**Task brief:** Every line of the listing should be retyped exactly, but none of the pictures should be.

**The data:**
= Beginning of Section =

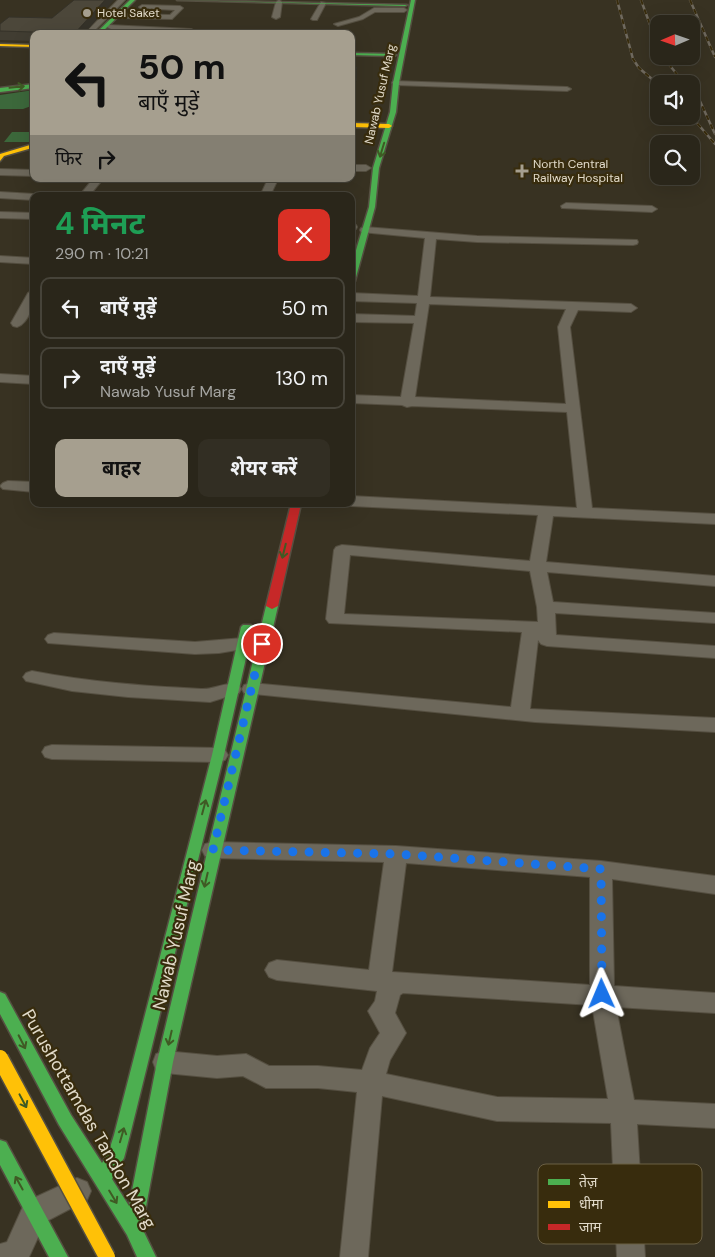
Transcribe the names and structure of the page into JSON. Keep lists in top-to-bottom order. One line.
{"streets":{"main road":["Nawab Yusuf Marg","Purushottamdas Tandon Marg"]},"crossings":[["Nawab Yusuf Marg","Purushottamdas Tandon Marg"]],"places":{"other":["Hotel Saket"],"health":["North Central Railway Hospital"]},"legend":["तेज़","धीमा","जाम"],"north":"left","page":{"turn":["50 m","बाएँ मुड़ें"],"then":"फिर","heading":["4 मिनट","290 m · 10:21"],"list":[{"name":"बाएँ मुड़ें","value":"50 m"},{"name":"दाएँ मुड़ें","note":"Nawab Yusuf Marg","value":"130 m"}],"buttons":["बाहर","शेयर करें"]}}
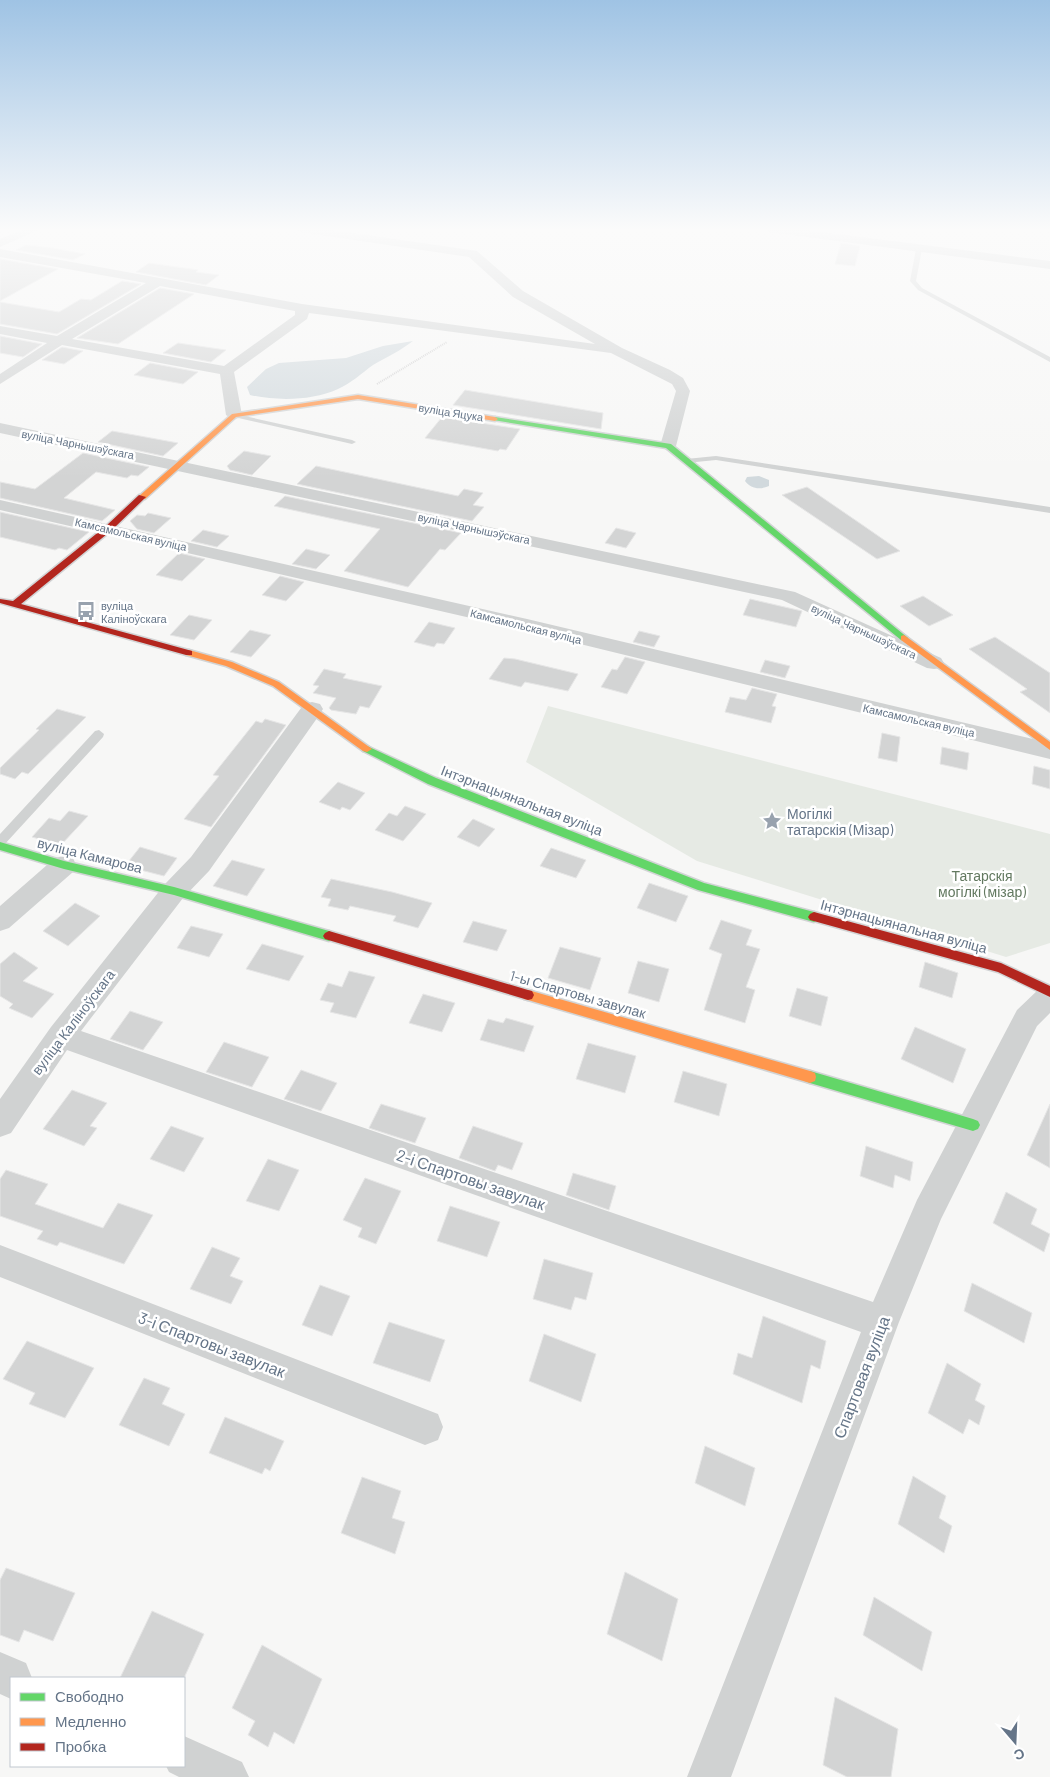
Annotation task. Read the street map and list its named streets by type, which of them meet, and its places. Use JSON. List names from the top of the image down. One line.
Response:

= End of Section =

**Result of the exercise:**
Transcribe the names and structure of the page into JSON. Keep lists in top-to-bottom order. One line.
{"streets":{"main road":["Nawab Yusuf Marg","Purushottamdas Tandon Marg"]},"crossings":[["Nawab Yusuf Marg","Purushottamdas Tandon Marg"]],"places":{"other":["Hotel Saket"],"health":["North Central Railway Hospital"]},"legend":["तेज़","धीमा","जाम"],"north":"left","page":{"turn":["50 m","बाएँ मुड़ें"],"then":"फिर","heading":["4 मिनट","290 m · 10:21"],"list":[{"name":"बाएँ मुड़ें","value":"50 m"},{"name":"दाएँ मुड़ें","note":"Nawab Yusuf Marg","value":"130 m"}],"buttons":["बाहर","शेयर करें"]}}
Annotation task. Read the street map and list its named streets by type, which of them meet, and its places. Use JSON. List names from the top of the image down. One line.
Response:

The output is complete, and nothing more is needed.